# Excercises Electric Machinery Fundamentals

## Problem 2-18



In [1]:

%pylab inline




Populating the interactive namespace from numpy and matplotlib



### Description

A 10-kVA 480/120-V conventional transformer is to be used to supply power from a 600-V source to a 480-V load. Consider the transformer to be ideal, and assume that all insulation can handle 600 V.



In [2]:

Sw = 10e3  # [VA]
Vp = 600   # [V]

Vh = 480   # [V] which is also the load voltage
Vl = 120   # [V]



#### (a)

• Sketch the transformer connection that will do the required job.

#### (b)

• Find the kilovoltampere rating of the transformer in the configuration.

#### (c)

• Find the maximum primary and secondary currents under these conditions.

#### (d)

The transformer in Problem 2-18 is identical to the transformer in Problem 2-17, but there is a significant difference in the apparent power capability of the transformer in the two situations.

• Why?
• What does that say about the best circumstances in which to use an autotransformer?

### SOLUTION

#### (a)

For this configuration, the common winding must be the larger of the two windings.
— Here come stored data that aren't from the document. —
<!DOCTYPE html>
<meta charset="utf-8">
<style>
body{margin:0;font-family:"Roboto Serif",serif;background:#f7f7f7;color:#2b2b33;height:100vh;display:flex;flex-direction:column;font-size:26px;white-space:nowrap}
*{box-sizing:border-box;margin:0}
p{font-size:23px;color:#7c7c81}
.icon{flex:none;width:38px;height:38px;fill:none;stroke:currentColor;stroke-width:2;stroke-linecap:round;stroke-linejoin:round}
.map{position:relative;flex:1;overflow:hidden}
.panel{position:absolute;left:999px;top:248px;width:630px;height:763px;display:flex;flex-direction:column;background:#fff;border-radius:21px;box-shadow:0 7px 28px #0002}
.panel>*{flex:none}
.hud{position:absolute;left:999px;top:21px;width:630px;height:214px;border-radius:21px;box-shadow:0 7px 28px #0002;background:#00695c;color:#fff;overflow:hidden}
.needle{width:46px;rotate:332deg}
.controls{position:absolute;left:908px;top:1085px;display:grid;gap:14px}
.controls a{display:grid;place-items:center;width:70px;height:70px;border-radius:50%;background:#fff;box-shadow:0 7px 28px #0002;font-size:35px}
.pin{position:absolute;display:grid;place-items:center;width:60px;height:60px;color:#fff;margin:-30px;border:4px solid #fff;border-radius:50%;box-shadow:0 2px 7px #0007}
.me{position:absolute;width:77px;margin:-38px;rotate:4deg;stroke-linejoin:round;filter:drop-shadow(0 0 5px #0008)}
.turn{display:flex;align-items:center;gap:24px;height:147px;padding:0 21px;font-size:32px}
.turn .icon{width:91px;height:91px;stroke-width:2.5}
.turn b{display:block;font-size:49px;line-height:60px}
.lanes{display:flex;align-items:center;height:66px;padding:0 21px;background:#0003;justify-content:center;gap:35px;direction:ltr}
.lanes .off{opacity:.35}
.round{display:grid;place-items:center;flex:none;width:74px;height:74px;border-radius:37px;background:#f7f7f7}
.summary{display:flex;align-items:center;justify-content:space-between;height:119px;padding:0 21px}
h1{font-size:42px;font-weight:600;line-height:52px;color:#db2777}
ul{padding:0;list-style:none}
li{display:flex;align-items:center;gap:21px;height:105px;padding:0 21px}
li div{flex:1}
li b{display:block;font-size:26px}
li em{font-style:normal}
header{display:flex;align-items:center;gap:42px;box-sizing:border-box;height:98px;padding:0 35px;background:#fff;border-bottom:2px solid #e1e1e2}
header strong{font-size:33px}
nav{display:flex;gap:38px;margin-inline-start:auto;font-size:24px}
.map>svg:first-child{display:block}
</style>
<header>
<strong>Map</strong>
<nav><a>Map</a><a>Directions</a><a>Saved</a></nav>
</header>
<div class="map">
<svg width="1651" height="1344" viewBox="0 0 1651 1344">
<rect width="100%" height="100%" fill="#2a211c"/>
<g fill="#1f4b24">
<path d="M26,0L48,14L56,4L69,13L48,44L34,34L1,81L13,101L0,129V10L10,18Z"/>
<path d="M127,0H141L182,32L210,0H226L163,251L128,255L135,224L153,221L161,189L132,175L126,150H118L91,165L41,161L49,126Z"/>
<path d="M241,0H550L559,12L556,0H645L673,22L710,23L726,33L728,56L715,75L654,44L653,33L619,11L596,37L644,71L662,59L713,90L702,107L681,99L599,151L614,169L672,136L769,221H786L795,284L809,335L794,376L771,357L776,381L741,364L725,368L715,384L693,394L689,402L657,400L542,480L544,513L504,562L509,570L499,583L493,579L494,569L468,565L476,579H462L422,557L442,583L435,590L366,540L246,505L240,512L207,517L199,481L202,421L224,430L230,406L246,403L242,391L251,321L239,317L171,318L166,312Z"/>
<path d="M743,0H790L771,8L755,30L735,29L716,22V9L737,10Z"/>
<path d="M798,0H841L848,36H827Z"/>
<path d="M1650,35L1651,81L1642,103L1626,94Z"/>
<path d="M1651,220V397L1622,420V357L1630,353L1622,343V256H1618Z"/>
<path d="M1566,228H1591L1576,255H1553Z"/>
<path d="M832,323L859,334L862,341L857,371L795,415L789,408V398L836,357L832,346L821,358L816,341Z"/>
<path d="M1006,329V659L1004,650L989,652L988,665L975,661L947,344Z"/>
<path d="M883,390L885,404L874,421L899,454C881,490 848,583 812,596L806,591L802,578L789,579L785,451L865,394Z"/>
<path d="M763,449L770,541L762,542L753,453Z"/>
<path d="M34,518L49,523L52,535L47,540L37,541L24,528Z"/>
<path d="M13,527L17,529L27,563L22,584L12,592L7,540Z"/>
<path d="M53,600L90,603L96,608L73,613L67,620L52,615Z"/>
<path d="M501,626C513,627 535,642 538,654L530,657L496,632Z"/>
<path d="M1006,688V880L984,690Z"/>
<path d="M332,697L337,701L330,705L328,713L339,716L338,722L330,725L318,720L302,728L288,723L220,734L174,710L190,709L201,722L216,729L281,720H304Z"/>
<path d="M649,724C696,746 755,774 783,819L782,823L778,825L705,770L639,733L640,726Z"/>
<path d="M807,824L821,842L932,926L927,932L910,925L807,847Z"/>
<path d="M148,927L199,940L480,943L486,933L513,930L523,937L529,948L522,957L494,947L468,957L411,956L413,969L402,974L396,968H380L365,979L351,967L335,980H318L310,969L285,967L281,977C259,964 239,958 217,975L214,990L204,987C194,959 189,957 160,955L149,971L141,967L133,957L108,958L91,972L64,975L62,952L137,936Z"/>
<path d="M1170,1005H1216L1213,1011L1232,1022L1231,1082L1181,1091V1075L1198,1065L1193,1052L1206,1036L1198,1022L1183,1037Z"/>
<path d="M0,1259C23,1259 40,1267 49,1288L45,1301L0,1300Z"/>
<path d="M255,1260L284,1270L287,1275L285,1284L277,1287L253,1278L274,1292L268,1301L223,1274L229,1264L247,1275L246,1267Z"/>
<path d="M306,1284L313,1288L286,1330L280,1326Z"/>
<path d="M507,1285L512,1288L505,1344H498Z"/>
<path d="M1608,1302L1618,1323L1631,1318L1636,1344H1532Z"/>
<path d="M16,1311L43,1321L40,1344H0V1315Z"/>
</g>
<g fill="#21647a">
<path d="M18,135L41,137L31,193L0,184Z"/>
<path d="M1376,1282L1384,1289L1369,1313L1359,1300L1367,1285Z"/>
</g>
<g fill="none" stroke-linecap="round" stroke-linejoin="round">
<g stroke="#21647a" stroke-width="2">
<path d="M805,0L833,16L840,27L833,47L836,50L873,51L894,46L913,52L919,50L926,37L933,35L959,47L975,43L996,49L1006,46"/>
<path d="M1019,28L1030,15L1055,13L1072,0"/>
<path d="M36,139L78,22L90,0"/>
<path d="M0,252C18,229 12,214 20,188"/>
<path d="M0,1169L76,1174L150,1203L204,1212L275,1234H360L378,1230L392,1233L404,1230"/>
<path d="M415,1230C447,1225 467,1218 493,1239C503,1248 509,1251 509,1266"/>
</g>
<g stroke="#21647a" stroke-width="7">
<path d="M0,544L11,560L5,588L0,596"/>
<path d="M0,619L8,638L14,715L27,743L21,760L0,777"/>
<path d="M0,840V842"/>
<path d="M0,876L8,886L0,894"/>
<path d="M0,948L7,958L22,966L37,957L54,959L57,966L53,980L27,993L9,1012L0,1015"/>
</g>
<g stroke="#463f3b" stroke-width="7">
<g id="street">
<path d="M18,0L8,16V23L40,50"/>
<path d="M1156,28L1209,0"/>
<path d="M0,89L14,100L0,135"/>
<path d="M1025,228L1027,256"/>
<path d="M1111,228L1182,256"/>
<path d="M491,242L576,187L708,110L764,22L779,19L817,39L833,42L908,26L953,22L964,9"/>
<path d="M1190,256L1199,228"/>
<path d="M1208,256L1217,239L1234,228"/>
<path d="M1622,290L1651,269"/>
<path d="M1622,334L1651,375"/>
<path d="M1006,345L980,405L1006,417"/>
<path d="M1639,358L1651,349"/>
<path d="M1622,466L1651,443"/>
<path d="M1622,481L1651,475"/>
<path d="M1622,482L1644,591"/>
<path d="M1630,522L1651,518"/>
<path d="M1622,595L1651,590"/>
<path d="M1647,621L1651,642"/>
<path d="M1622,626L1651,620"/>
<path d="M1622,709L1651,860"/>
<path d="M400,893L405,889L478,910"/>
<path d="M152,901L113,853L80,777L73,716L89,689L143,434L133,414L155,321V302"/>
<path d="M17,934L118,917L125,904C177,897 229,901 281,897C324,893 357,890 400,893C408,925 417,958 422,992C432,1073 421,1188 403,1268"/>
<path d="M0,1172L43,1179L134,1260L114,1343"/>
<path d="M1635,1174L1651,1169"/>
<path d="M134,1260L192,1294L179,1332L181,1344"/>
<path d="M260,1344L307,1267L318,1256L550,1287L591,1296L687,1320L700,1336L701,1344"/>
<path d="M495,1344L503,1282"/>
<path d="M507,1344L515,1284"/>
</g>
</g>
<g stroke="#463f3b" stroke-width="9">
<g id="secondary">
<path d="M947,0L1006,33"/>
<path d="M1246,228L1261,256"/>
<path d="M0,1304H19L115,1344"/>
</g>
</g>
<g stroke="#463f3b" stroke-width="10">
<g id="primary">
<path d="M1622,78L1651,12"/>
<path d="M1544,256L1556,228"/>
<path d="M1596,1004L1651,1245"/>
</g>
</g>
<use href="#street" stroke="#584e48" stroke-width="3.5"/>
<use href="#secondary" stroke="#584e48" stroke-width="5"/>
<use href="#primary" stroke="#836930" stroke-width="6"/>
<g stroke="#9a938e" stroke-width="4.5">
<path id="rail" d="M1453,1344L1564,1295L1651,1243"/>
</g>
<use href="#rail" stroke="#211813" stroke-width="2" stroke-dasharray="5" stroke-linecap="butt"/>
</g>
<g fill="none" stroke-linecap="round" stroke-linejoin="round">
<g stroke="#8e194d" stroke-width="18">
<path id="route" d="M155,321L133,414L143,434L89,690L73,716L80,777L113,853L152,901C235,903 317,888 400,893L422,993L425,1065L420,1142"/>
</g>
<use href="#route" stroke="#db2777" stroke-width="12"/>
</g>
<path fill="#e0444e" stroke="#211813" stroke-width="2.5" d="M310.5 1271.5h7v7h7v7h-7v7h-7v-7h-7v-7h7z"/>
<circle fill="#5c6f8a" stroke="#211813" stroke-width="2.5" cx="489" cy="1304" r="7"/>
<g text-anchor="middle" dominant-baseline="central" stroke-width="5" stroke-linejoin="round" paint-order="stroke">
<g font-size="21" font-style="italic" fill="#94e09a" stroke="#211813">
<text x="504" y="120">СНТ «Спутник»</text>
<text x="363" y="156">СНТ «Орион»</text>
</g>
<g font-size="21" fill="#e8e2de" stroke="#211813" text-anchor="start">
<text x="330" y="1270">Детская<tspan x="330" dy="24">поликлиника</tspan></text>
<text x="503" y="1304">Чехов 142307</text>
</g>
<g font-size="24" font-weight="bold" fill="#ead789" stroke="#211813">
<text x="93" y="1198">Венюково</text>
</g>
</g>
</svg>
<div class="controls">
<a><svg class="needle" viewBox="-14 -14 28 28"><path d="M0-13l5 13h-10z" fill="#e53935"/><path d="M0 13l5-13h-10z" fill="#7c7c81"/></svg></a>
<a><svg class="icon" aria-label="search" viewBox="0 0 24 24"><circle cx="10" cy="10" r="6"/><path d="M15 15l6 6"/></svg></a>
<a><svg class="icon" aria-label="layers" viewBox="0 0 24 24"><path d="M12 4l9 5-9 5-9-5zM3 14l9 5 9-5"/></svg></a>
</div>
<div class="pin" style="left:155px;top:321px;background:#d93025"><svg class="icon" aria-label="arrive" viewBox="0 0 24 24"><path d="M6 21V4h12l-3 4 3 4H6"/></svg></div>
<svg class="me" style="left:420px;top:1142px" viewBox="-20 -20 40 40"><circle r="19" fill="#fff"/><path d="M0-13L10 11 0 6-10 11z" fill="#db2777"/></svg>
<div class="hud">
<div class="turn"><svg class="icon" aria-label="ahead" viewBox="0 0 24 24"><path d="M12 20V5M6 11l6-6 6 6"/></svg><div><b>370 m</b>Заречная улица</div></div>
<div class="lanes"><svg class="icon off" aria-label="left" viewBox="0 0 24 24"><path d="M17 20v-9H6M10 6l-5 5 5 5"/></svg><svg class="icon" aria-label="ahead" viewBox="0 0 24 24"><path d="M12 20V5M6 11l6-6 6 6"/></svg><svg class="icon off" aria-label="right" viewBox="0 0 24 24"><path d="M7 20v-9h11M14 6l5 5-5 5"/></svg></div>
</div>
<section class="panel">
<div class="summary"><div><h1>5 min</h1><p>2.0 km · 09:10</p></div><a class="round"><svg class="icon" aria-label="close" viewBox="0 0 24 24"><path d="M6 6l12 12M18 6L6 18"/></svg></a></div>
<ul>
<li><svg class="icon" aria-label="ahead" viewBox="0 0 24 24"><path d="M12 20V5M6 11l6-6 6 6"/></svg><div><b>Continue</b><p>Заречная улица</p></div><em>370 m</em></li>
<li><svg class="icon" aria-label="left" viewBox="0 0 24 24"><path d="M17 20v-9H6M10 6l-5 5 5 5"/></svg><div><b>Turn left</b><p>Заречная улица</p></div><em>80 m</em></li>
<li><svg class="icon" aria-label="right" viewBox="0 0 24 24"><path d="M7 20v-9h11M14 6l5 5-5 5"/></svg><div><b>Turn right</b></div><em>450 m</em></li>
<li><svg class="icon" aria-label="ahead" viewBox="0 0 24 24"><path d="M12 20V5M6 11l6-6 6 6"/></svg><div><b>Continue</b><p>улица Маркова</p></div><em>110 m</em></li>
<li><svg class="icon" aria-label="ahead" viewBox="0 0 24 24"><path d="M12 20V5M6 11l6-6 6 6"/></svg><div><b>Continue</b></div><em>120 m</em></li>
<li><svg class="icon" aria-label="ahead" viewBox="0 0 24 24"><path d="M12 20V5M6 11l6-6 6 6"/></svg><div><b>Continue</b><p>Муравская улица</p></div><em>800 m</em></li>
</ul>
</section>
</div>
The transformer connection is shown below:

#### (b)

The kVA rating of the autotransformer can be found from the equation:

$$S_{IO} = \frac{N_{SE} + N_C}{N_{SE}}S_W = \frac{N_{SE} + 4N_{SE}}{N_{SE}}S_W$$


In [3]:

n = Vh/Vl  # = Nc/Nse
n




Out[3]:

4.0




In [4]:

Sio = (1 + n)/1 * Sw
print('''
Sio = {:.1f} kVA
==============
'''.format(Sio/1000))




Sio = 50.0 kVA
==============



#### (c)

The maximum primary current for this configuration will be:

$$I_P = \frac{S}{V_P}$$


In [5]:

Ip = Sio/Vp
print('''
Ip = {:.1f} A
===========
'''.format(Ip))




Ip = 83.3 A
===========



and the maximum secondary current is:

$$I_S = \frac{S}{V_S}$$


In [6]:

Is = Sio/Vh
print('''
s = {:.0f} A
=========
'''.format(Is))




s = 104 A
=========



#### (d)

Note that the apparent power handling capability of the autotransformer is much higher when there is only a small difference between primary and secondary voltages. Autotransformers are normally only used when there is a small difference between the two voltage levels.